Lauryn has also expanded her creative talents into a sustainable fashion business, Bad Bitch Thriftin’, sourcing and reselling vintage and thrifted clothing and accessories. They aim to provide their community with the opportunity to revive their wardrobes with collections that assert character. 


We asked Lauryn to share insight into their artistry. (This interview has been condensed for space and clarity.)


What inspires you to create?

I’m honestly driven by the psychology of “Look good, feel good,” and I practice and challenge that ideology for myself even on some of my worst days and want to encourage others to do the same for themselves. I want to offer them clothing that will make them feel good about themselves internally and externally!


Black person with short hair, red sunglasses, large silver hoop earrings, silver necklaces, and a colorful striped long sleeved shirt
Lauryn Parks // Photo by Dasi (@hildahs_child)

Are there consistent themes that influence your work?

Personally, I’ve always been influenced by colors and patterns. I view clothing as a form of expression to the extent it is essentially wearable art. The boldness of vibrant colors and black and white, combined with patterns, have always made me feel something deep within me that is truly indescribable but have inspired me in a variety of ways to create paintings based off the clothing I find as well as create bold, striking outfits for myself to enjoy.


How do you know when a work is finished?

I know when a piece is “complete” for me when I feel I don’t have anything else to contribute to it or simply when I feel satisfied with the work I’ve done. I will call it finished but truthfully, even with those answers, most of my work is always in a state of “to be continued, altered or could add more but I am content with what I’ve done.”  Being content with my work, whether it be an outfit or painting, will allow me to stop and say this is complete for now, but I am always open and willing to add more or even recreate if feeling inspired to do so.

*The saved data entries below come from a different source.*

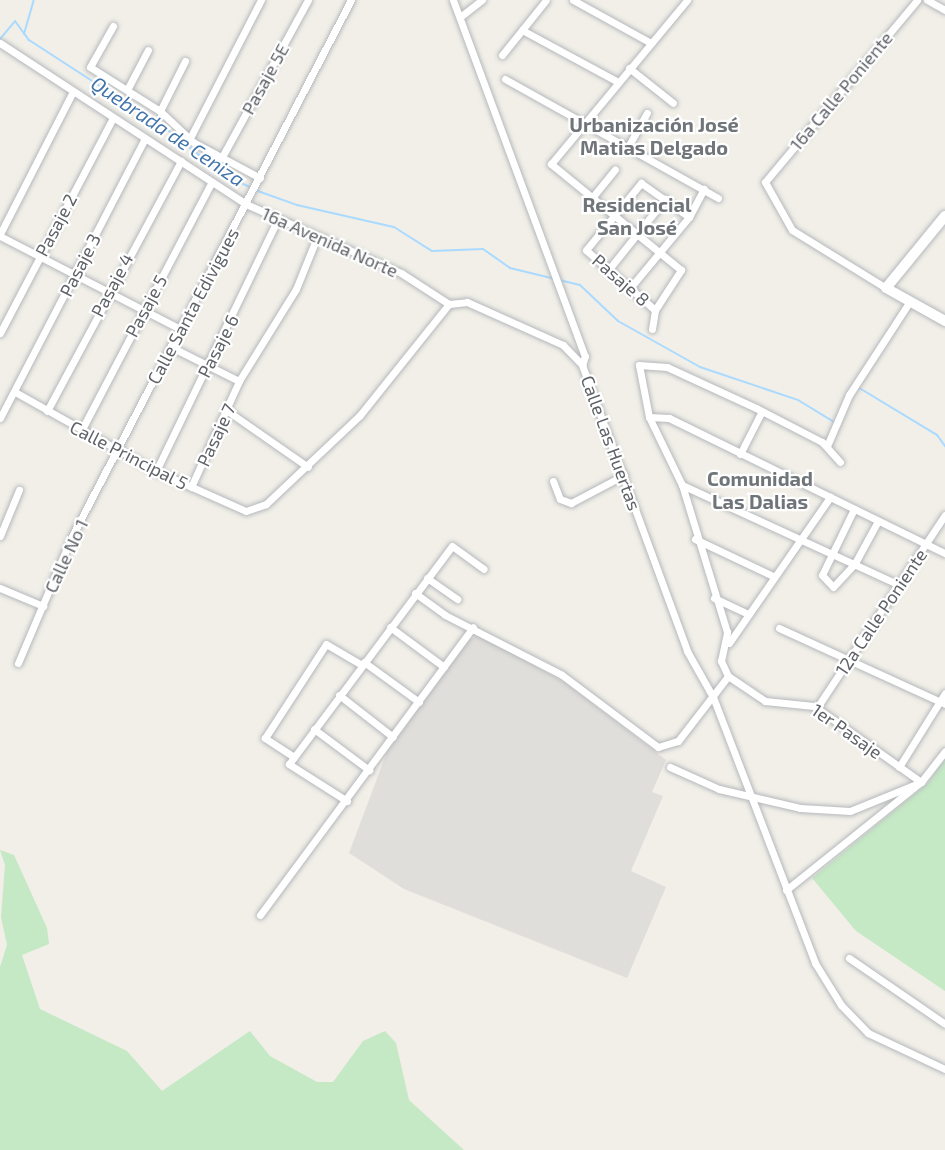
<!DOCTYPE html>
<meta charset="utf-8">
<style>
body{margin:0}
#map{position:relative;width:945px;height:1150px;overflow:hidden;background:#f1efe8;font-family:"Exo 2",sans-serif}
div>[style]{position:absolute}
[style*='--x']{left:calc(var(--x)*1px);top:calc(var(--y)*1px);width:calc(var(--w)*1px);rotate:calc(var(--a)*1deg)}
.industrial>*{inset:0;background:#e0deda}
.green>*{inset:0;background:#c5e8c5}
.stream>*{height:2px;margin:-1px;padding:0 1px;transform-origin:1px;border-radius:1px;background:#aadaff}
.roads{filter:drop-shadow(0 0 2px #b5b8bc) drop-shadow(0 0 2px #b5b8bc)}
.street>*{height:7px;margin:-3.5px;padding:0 3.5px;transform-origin:3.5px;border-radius:3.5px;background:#fff}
.secondary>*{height:10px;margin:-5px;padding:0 5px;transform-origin:5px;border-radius:5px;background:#fff}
span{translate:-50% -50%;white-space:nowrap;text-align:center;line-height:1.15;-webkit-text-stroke:4.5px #fff;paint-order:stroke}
.street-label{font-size:18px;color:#5f6368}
.neighbourhood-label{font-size:20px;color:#70757a;font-weight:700}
.water-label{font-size:20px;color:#4174aa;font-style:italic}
</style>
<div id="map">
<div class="industrial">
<i style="clip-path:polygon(479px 635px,564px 682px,666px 760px,652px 792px,663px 796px,631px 871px,666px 887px,627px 978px,404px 889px,349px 853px,387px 752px,468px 641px)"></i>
</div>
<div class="green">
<i style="clip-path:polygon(945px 759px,945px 991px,856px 931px,812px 878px,928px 783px)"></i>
<i style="clip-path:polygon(0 850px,14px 855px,47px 928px,49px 944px,22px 955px,40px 1009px,127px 1051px,162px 1091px,250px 1031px,270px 1056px,317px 1082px,333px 1082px,363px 1041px,385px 1031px,396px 1043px,409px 1100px,464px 1150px,0 1150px,0 967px,7px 945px,1px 917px,5px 865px)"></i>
</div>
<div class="stream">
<i style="--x:24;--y:34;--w:35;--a:-74"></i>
<i style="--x:0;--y:39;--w:23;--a:-50"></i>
<i style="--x:15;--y:21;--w:24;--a:54"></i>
<i style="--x:29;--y:40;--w:167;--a:33"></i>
<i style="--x:169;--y:131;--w:70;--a:38.7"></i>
<i style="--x:224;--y:175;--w:29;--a:25"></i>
<i style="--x:255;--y:190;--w:45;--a:19.7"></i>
<i style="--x:297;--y:205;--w:99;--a:12.8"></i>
<i style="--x:394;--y:227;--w:45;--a:32.3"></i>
<i style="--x:432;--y:251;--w:51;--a:-2.2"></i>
<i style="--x:483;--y:249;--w:33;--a:35"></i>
<i style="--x:510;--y:268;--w:72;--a:13.7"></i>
<i style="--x:580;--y:285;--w:52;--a:43.5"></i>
<i style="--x:618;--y:321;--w:94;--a:29.3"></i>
<i style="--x:700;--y:367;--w:103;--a:18.6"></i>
<i style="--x:798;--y:400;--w:42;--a:31.4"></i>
<i style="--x:856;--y:386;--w:95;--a:31.2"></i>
<i style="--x:937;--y:435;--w:14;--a:54"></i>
</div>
<div class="roads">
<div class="street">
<i style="--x:453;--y:0;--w:380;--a:69.7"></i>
<i style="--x:585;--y:356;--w:9;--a:108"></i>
<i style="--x:573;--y:0;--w:89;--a:28.9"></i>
<i style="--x:927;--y:0;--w:21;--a:29"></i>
<i style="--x:460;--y:17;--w:28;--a:-38"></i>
<i style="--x:113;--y:26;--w:47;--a:119.3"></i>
<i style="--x:90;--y:67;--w:83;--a:32.2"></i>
<i style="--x:160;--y:111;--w:45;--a:43.2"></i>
<i style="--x:193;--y:142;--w:76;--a:28.2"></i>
<i style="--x:522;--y:30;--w:109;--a:28.4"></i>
<i style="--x:0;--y:43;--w:294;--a:33.2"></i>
<i style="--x:246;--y:204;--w:170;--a:24"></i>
<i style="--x:401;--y:273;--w:57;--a:32.9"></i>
<i style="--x:502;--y:55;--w:70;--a:-51.3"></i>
<i style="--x:629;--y:68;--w:56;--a:38.5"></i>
<i style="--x:505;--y:79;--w:244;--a:29.2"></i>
<i style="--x:127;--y:90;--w:45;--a:-62.3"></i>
<i style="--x:160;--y:111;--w:56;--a:-63.4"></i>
<i style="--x:190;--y:138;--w:155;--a:-62.8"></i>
<i style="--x:628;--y:147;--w:39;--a:-61"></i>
<i style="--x:222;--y:157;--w:179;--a:-61.3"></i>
<i style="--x:591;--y:199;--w:38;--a:-51"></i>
<i style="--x:0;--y:234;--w:158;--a:-62.9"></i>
<i style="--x:0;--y:236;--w:203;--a:27.3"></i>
<i style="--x:609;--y:269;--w:90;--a:-51.3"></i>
<i style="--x:630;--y:288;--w:92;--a:-50.3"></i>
<i style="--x:689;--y:217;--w:32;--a:-62"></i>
<i style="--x:886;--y:288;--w:110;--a:-148.3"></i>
<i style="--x:792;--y:230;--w:55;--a:-119.4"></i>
<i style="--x:765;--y:182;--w:237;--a:-50.1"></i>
<i style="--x:655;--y:310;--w:91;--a:-139"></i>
<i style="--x:586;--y:250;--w:87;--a:-50.6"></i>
<i style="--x:641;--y:183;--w:59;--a:35.3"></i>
<i style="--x:652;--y:329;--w:19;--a:-81"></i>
<i style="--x:655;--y:310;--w:48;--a:-57"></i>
<i style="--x:681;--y:270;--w:168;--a:-140.8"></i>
<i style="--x:551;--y:164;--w:213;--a:-50.3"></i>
<i style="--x:0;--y:333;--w:243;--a:-62.3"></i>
<i style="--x:171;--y:347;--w:76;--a:26.6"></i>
<i style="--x:15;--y:392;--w:162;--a:29.3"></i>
<i style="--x:156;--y:471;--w:98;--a:24"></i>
<i style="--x:246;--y:511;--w:21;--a:-19"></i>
<i style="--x:266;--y:504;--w:129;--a:-43.4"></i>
<i style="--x:360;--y:415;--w:142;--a:-51.3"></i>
<i style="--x:449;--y:304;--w:18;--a:-6"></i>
<i style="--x:467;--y:302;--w:105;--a:24.1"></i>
<i style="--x:563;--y:345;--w:28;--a:46"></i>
<i style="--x:582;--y:365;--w:305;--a:69.8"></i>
<i style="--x:687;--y:651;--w:53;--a:60.5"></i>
<i style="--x:713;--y:697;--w:285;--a:69"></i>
<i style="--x:815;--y:963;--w:49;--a:58.2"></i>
<i style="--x:841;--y:1005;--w:39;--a:46"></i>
<i style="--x:868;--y:1033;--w:85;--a:25.1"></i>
<i style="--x:47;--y:411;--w:284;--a:-61.8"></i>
<i style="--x:229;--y:412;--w:96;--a:34.8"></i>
<i style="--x:649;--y:417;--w:76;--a:64.1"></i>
<i style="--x:0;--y:418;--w:315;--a:-62.6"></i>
<i style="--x:81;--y:431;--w:281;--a:-62.3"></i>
<i style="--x:827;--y:446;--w:56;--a:-66.7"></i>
<i style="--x:849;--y:395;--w:112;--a:-57"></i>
<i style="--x:740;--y:454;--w:48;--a:-62.9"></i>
<i style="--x:840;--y:462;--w:27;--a:-132"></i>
<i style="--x:822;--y:442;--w:74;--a:-152.7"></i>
<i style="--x:756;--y:408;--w:98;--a:-155.3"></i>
<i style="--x:667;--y:367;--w:28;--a:-176"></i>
<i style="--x:639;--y:365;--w:53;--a:79.1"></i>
<i style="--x:649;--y:417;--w:20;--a:3"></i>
<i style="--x:669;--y:418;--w:307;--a:26.1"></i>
<i style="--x:156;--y:471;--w:280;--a:-64.2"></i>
<i style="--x:553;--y:481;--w:19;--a:69"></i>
<i style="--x:560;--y:499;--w:12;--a:20"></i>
<i style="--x:571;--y:503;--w:60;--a:-27.8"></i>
<i style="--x:191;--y:487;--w:116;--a:-65.6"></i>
<i style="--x:239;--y:381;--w:108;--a:-58.2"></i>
<i style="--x:296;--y:289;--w:56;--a:-68"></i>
<i style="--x:854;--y:509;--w:73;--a:115.9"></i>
<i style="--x:822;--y:575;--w:16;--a:47"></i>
<i style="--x:833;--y:587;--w:33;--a:-47"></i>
<i style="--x:855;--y:563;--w:48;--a:-61.3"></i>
<i style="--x:0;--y:536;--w:50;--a:-67.6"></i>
<i style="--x:695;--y:539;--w:86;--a:25.4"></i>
<i style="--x:427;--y:578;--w:37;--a:35"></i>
<i style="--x:0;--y:588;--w:47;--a:22.7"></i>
<i style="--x:415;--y:593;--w:37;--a:36"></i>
<i style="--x:445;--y:615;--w:131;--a:27.1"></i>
<i style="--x:562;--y:675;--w:120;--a:36.9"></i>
<i style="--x:658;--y:747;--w:21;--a:-17"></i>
<i style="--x:678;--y:741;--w:82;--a:-52.4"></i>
<i style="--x:728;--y:676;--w:45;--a:34"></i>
<i style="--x:765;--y:701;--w:49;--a:5.8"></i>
<i style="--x:814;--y:706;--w:131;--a:35.4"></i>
<i style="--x:714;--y:598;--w:38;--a:25"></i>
<i style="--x:390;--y:627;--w:67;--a:36.5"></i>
<i style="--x:779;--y:628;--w:183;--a:24.6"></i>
<i style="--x:729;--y:643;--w:178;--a:-55.3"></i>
<i style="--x:364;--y:662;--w:68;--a:36"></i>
<i style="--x:18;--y:663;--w:136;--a:-67"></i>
<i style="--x:71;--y:538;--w:607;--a:-62.51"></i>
<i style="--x:728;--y:676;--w:17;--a:-115"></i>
<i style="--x:721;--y:661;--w:30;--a:-78"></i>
<i style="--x:727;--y:632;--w:154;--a:-107"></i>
<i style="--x:682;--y:485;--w:239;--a:24.7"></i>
<i style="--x:339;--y:695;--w:68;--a:37.9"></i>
<i style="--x:816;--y:709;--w:233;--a:-56.4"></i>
<i style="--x:314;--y:729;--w:69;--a:36.7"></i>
<i style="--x:294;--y:757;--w:35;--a:-147"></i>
<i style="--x:265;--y:738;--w:112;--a:-57"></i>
<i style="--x:326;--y:644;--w:42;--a:30.3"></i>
<i style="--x:670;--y:767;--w:54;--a:24.2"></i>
<i style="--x:719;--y:789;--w:83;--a:13.2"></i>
<i style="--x:800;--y:808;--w:50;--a:3.4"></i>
<i style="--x:850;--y:811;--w:77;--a:-22.2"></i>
<i style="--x:899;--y:767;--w:87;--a:-58.1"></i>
<i style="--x:347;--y:801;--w:69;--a:-147.5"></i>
<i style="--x:289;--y:764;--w:272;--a:-53.2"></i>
<i style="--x:452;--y:546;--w:39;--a:36"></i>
<i style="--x:786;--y:890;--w:173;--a:-38.7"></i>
<i style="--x:921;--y:782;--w:39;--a:-52"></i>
<i style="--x:260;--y:915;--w:358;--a:-53.5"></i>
<i style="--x:849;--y:958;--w:116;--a:34.5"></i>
</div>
<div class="secondary">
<i style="--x:945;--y:216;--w:93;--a:129.3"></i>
<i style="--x:886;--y:288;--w:68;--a:29.2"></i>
</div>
</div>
<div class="street-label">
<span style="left:265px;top:79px;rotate:-61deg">Pasaje 5E</span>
<span style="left:841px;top:91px;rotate:-50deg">16a Calle Poniente</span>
<span style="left:56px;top:225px;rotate:-62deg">Pasaje 2</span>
<span style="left:330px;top:242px;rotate:24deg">16a Avenida Norte</span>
<span style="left:80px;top:265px;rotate:-63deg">Pasaje 3</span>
<span style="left:621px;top:280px;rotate:41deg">Pasaje 8</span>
<span style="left:112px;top:285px;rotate:-62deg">Pasaje 4</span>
<span style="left:146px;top:306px;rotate:-62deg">Pasaje 5</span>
<span style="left:193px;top:306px;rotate:-62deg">Calle Santa Edivigues</span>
<span style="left:218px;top:346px;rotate:-63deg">Pasaje 6</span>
<span style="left:216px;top:435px;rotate:-65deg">Pasaje 7</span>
<span style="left:611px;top:443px;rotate:70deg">Calle Las Huertas</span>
<span style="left:129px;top:455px;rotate:27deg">Calle Principal 5</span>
<span style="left:66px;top:556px;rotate:-65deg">Calle No 1</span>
<span style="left:881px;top:612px;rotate:-56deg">12a Calle Poniente</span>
<span style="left:847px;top:731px;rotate:35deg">1er Pasaje</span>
</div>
<div class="neighbourhood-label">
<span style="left:654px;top:136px">Urbanización José<br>Matias Delgado</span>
<span style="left:637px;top:216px">Residencial<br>San José</span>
<span style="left:760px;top:490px">Comunidad<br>Las Dalias</span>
</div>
<div class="water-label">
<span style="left:168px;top:131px;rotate:34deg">Quebrada de Ceniza</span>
</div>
</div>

How has your style evolved over time?

My style has evolved immensely since I was able to work and afford my own things. I’ve never been one to be on trend which at one point in time was very hard for me during school, but then I made sure to reframe that mindset and am very happy I never was dressed like anyone else. Also I used to avoid colors, as much as I liked them, I didn’t want to bring too much attention to myself. My first job being a resale clothing store helped me find my own sense of style that I got to perfect throughout my years working there. I came from regular ol’ jeans, a T- shirt, and hoodie to unique eclectic garments that truly express me!

"I view clothing as a form of expression to the extent it is essentially wearable art."

What would a world without art look like?

Boring wouldn’t even begin to describe a life without art. I think we would have this feeling of emptiness all around the world without art, but we wouldn’t even know what was missing. Buildings, clothing, signs, even nature are all forms of art, how could we exist without them. If all art suddenly ceased to exist, not to be dramatic but I might not survive!


How do you believe the Pittsburgh art community can encourage and support your career growth?

I believe being connected with the art community can really help expand my business primarily through word of mouth, by getting people interested in sources of sustainable fashion. Being able to let people know the many things I do and learning what they do, allows us to collaborate on ideas that may unite groups of people is an amazing way to facilitate growth for my career.